I don’t tend to pursue it. I think if I’m just playing the guitar and something sounds good, I’ll just go with it. Lately, the way I’ve been writing my songs is I’ve been getting the chord progressions together. Then move on to humming a melody, even if it’s just for an intro or a verse. And then I’ll already have lyrics and ideas in my head based on the type of tune that it is. And I’ll get to work on lyrics last, and then obviously you change a few things to make it fit. I don’t listen purposely to like a song and say I want to make a song that sounds like that.

And definitely there is a sort of sound, I’d say, that is distinctive to me. And I don’t know how I’ve created that sound or how it’s come about, so it must just be a natural sort of vibe that comes out of what I’m trying to do.

If someone is unfamiliar with your music, how would you describe your upcoming album to them?

Someone asked me actually the other day, and he said if you could use one word to describe your music, what would it be? And I just said “real.” That’s the only word I can use to describe in one word, real.

I’d say it documents the struggles, escapes, and the joys of working class life, all that sort of stories. It nitpicks all the little quirks of everyday life. There’s a song in there called We Get By, which is actually going to be the title of the album. And it’s talking about, you know, your hot water boiler not working in your house and you haven’t quite finished the decorating on the landing and just everyday shit. Sometimes you don’t have the money to do all these great things. But at the end of the day, you make ends meet and then, at the end of the week if you want to have a drink or smoke or whatever and just take it easy that’s up to you.

Musically, it’s definitely quite rootsy. I’d say it’s somewhere between — I don’t know if you’ve heard the La’s before it’s got a bit of that in there. It’s a bit, there’s a Liverpool band called Shack. There’s Beatles elements to it. There’s a song that was just released called Grinding the Gears. It’s got a sort of Cast slash Oasis vibe, it’s not heavy on the ears, it’s not too soft either.

What would you say is the most memorable moment of your musical career?

My music career is sort of split between football and my original music, so for the football side of it definitely it’s got to be playing to 60000 thousand people in Madrid. If I could do half of that with my original music, I’d be in dreamland.

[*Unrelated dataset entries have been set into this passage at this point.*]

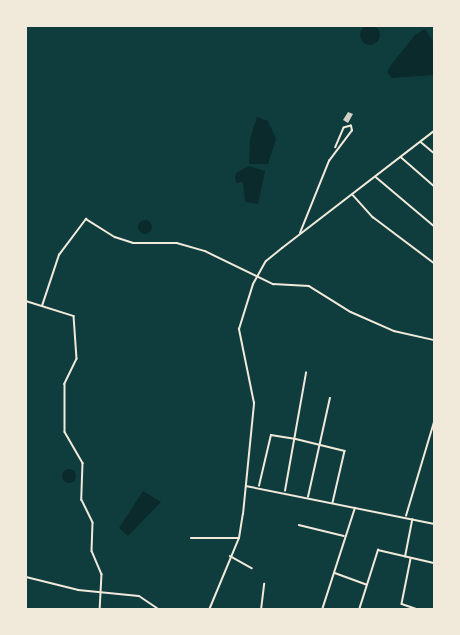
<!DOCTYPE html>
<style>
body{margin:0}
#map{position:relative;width:460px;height:635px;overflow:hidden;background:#0f3d3e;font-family:"Nunito Sans",sans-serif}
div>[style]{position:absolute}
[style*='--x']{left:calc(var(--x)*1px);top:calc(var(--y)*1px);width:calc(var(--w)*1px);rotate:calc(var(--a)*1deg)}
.water>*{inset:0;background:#0a2a2b}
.round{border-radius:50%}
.building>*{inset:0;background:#cfcfc3}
.minor>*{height:1.5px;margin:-0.75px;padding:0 0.75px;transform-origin:0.75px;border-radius:0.75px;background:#f1e9da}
.secondary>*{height:2px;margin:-1px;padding:0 1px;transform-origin:1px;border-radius:1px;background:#f1e9da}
.primary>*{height:2px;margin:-1px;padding:0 1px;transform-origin:1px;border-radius:1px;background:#f1e9da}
span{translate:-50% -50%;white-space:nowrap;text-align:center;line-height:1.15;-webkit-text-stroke:6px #f1e9da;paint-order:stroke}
.frame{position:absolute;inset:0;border:27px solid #f1e9da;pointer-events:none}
</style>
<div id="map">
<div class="water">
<div class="round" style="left:360px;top:25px;width:20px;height:20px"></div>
<div style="clip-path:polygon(425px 29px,434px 43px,434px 75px,392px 78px,387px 72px,391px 65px,415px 35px)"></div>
<div style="clip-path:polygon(257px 117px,268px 121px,276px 139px,268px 164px,249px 164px,250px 139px)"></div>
<div style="clip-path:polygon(249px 166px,265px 171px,258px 204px,245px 202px,243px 182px,237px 183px,235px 179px,236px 173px)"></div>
<div class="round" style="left:138px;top:220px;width:14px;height:14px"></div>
<div class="round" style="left:62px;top:469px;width:14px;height:14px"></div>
<div style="clip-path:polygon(143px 491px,161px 502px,128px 536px,119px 528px)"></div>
</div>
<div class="building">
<div style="clip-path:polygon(348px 112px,353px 114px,348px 123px,343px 120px)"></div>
</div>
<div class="minor">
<div style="--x:421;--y:142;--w:17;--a:40"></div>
<div style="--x:401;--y:157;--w:44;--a:41.3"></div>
<div style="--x:376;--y:177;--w:76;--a:40.2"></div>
<div style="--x:353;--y:195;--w:30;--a:48"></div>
<div style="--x:373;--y:217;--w:76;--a:37"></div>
<div style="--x:300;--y:233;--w:78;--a:-68.1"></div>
<div style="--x:329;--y:161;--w:38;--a:-53"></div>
<div style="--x:352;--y:131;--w:5;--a:-101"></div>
<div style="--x:351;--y:126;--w:7;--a:164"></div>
<div style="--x:344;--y:128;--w:21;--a:113"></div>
<div style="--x:26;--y:301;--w:50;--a:17.4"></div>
<div style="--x:74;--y:316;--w:43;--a:86"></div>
<div style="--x:77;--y:359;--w:28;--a:116"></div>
<div style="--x:65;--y:384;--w:48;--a:90"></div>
<div style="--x:65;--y:432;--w:36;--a:60"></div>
<div style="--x:83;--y:463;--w:37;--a:92"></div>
<div style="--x:82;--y:500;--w:25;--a:64"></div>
<div style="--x:93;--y:523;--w:28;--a:92"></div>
<div style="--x:92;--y:551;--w:25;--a:67"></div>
<div style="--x:102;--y:574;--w:36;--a:93"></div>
<div style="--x:42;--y:306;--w:54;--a:-71.6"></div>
<div style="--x:59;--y:255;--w:45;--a:-53.1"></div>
<div style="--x:86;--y:219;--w:34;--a:32"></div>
<div style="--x:115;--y:237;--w:19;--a:18"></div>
<div style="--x:133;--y:243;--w:44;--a:0"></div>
<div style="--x:177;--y:243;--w:29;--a:16"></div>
<div style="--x:205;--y:251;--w:76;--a:25.9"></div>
<div style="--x:273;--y:284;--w:36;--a:3"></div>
<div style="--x:309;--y:286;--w:49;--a:31.8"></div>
<div style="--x:351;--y:312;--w:47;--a:23.8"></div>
<div style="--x:394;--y:331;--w:41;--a:12.7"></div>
<div style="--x:246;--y:486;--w:192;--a:11.4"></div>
<div style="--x:259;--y:486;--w:52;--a:-76.8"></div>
<div style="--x:271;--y:435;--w:25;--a:9"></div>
<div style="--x:296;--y:439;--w:50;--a:13.8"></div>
<div style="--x:345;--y:451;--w:53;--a:103"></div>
<div style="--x:285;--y:491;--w:120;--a:-79.9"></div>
<div style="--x:308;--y:497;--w:101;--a:-77.5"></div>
<div style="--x:406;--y:516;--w:98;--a:-73.4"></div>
<div style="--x:299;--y:525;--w:46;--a:13.7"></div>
<div style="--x:191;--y:538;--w:47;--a:0"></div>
<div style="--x:230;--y:556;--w:25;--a:29"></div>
<div style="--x:405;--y:557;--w:38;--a:-79"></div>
<div style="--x:411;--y:559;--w:46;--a:101.3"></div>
<div style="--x:402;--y:604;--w:18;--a:19"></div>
<div style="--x:335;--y:573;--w:33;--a:20"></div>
<div style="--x:261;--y:610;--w:26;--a:-83"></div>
<div style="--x:322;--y:610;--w:107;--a:-72.1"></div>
<div style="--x:359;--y:610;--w:63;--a:-72.4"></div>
<div style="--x:378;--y:550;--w:57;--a:13.1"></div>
<div style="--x:434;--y:610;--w:3;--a:-90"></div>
</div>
<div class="secondary">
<div style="--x:209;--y:610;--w:78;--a:-67.4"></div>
<div style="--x:239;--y:538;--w:24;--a:-81"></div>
<div style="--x:243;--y:514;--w:112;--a:-84.3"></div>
<div style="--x:254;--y:403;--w:76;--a:-101.5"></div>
<div style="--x:239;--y:329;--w:47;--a:-72.7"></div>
<div style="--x:253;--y:284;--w:26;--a:-61"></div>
<div style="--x:266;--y:261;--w:21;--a:-39"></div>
<div style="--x:282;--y:248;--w:192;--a:-37.6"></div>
</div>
<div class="primary">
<div style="--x:26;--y:577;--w:54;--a:14"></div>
<div style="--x:78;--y:590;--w:61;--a:5.6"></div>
<div style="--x:139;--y:596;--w:25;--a:34"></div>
</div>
<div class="frame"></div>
</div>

In terms of my own music, I think releasing my first single and doing the first everything around that first single was great — my first single launch gig, my first official gig playing my own music outside of the football world. With everybody singing that song Weekend in Paradise back to me, it was an amazing, amazing experience. It’s your dream as a musician. You know, when you looked at the videos of Oasis playing in all the stadiums and all the people singing. “That guy, he made that song, with a pen and paper in his bedroom and now all those people singing back to him, that’s amazing, that’s what I want.”

And for me to have my first real taste of that, to see people basically losing their shit to one of my songs, it was just a feeling of euphoria.

Do you have anything else you want to share? Just in general to your fans?

There’s a lot more to come from me. I set my ambitions high so I want to be the best of the best. Wait for that, and thank you. This is the main thing I want to say to everybody who’s listened or supported me in any way. It means the world. You need everything you can get. So thank you very much.

If you happen to have stumbled upon this chat and don’t know who I am, take a chance on me.